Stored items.
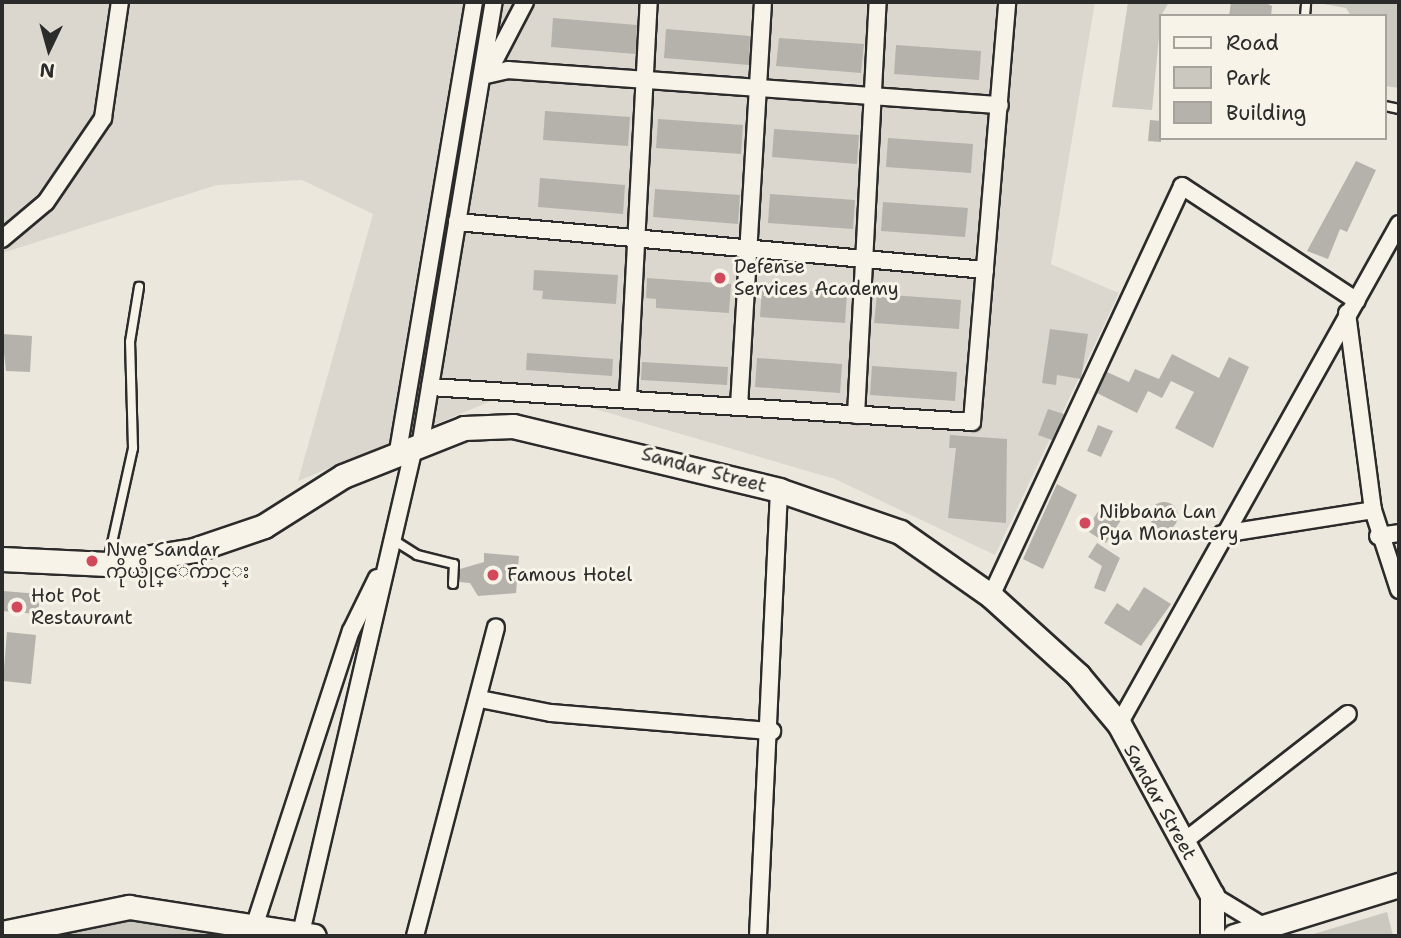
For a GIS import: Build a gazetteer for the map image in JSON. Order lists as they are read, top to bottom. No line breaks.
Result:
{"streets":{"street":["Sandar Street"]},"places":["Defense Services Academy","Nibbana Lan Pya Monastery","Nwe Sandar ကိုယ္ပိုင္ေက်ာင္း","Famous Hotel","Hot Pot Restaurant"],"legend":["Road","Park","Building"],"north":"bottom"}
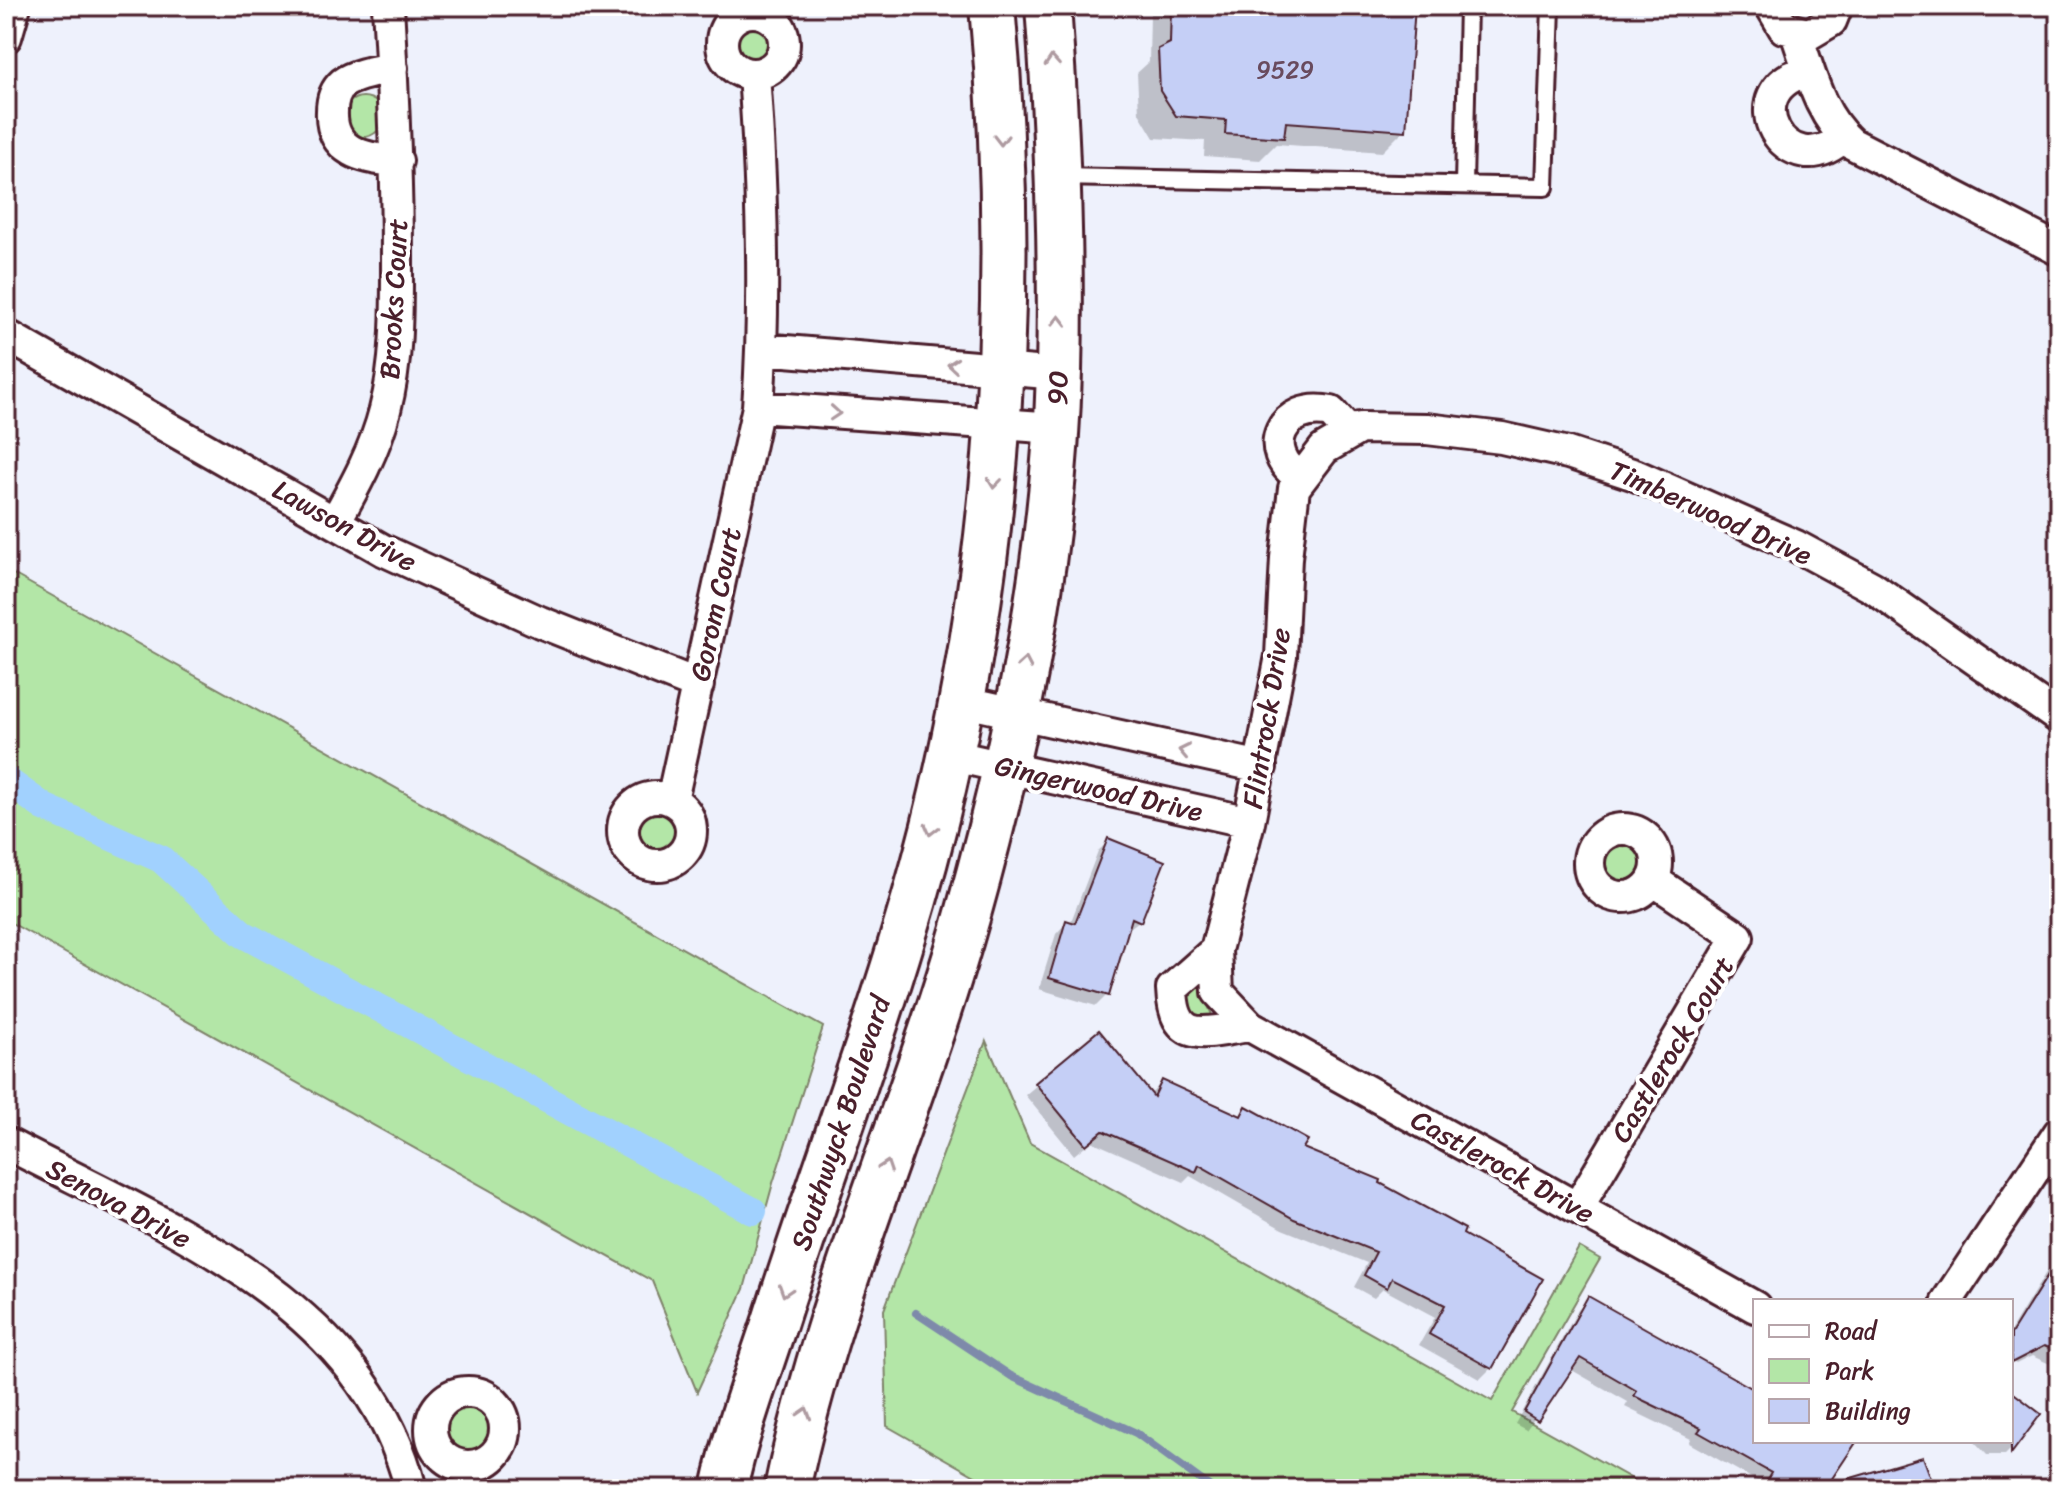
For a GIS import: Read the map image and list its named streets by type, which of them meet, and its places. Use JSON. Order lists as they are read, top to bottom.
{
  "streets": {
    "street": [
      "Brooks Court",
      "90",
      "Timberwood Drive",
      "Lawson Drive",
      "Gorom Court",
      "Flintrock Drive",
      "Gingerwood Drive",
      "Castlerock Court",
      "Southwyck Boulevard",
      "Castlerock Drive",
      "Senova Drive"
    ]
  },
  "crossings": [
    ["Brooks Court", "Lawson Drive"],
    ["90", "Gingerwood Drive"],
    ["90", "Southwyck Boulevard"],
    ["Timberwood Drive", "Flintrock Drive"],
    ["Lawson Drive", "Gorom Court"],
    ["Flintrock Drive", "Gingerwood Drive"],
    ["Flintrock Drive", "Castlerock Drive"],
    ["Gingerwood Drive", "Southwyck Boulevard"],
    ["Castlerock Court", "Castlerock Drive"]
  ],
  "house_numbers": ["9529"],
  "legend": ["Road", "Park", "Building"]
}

PROBLEM STATEMENT. Could you write out all the records exactly, without the pictures?

FINISHED TASK.
For a GIS import: Build a gazetteer for the map image in JSON. Order lists as they are read, top to bottom. No line breaks.
Result:
{"streets":{"street":["Sandar Street"]},"places":["Defense Services Academy","Nibbana Lan Pya Monastery","Nwe Sandar ကိုယ္ပိုင္ေက်ာင္း","Famous Hotel","Hot Pot Restaurant"],"legend":["Road","Park","Building"],"north":"bottom"}
For a GIS import: Read the map image and list its named streets by type, which of them meet, and its places. Use JSON. Order lists as they are read, top to bottom.
{
  "streets": {
    "street": [
      "Brooks Court",
      "90",
      "Timberwood Drive",
      "Lawson Drive",
      "Gorom Court",
      "Flintrock Drive",
      "Gingerwood Drive",
      "Castlerock Court",
      "Southwyck Boulevard",
      "Castlerock Drive",
      "Senova Drive"
    ]
  },
  "crossings": [
    ["Brooks Court", "Lawson Drive"],
    ["90", "Gingerwood Drive"],
    ["90", "Southwyck Boulevard"],
    ["Timberwood Drive", "Flintrock Drive"],
    ["Lawson Drive", "Gorom Court"],
    ["Flintrock Drive", "Gingerwood Drive"],
    ["Flintrock Drive", "Castlerock Drive"],
    ["Gingerwood Drive", "Southwyck Boulevard"],
    ["Castlerock Court", "Castlerock Drive"]
  ],
  "house_numbers": ["9529"],
  "legend": ["Road", "Park", "Building"]
}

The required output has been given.